Franz Kafka, Federico Fellini, Milan Kundera, Amerika, Intervista

Abstract

In this essay, we focus mainly on Intervista (1987), a film set on the set of a film based on Kafka’s Amerika. Here Fellini seems to identify himself with Kafka, not for the purpose of portraying the Prague writer’s novel, deemed already «too visual», but on the contrary to talk about himself, about his own sentimental upbringing during his adolescence and his own way of filmmaking. The game of mirroring is complex and does not stop at the autobiographical level: it allows us to grasp the meaning of Fellini’s cinema, which is to grasp reality through the imagination, as Milan Kundera wrote.

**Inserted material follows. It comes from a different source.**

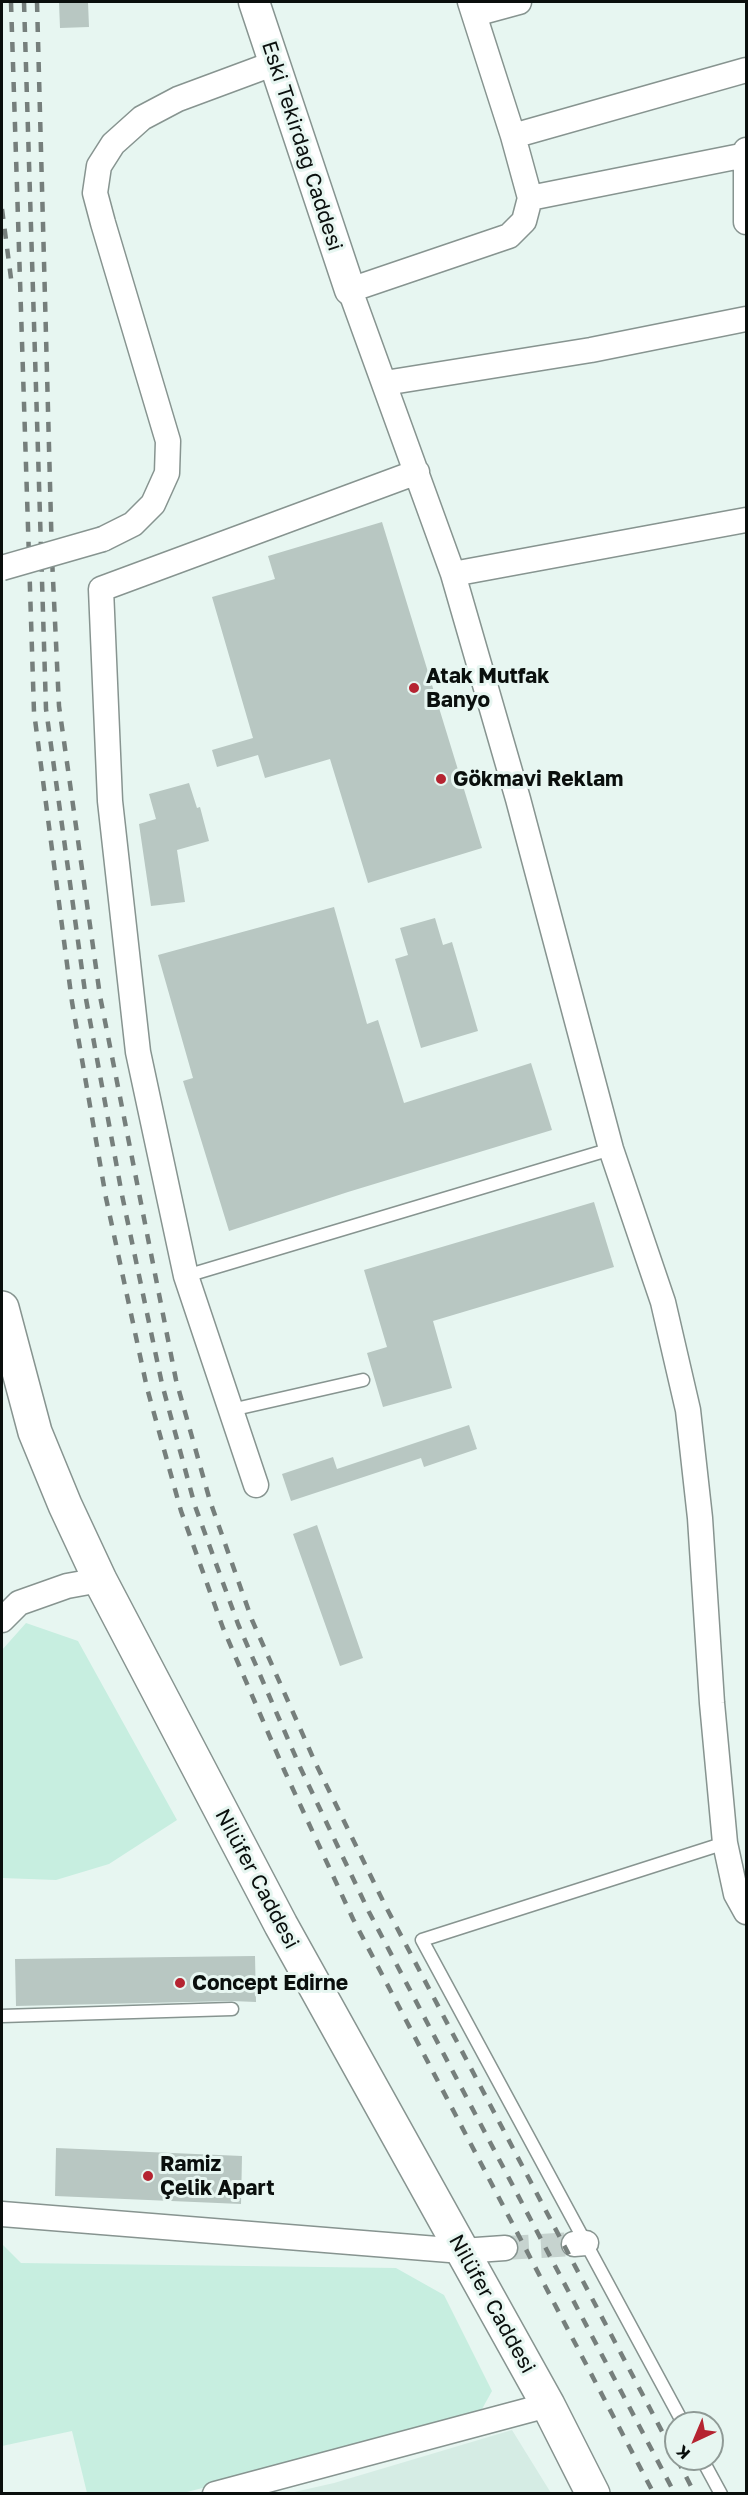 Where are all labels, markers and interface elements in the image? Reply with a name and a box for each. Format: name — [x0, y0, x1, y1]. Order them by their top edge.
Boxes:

If we focus on the late Fellini, we can say that cinema is image and words are superfluous. Words tell, while the image shows. Words are tied to ideologies, to grand narratives, while the image is as free as the language of dreams, which Fellini is inspired by referring to Jung. Therefore, the Fellini film image is by no means a verisimilar representation; rather, it is a meta-image that uses kafkaesque poetics to speaks, with ironic levity, about the fate of cinema in the modern world, in which nightmare blends with reality, as the unfinished project Il viaggio di G. Mastorna shows.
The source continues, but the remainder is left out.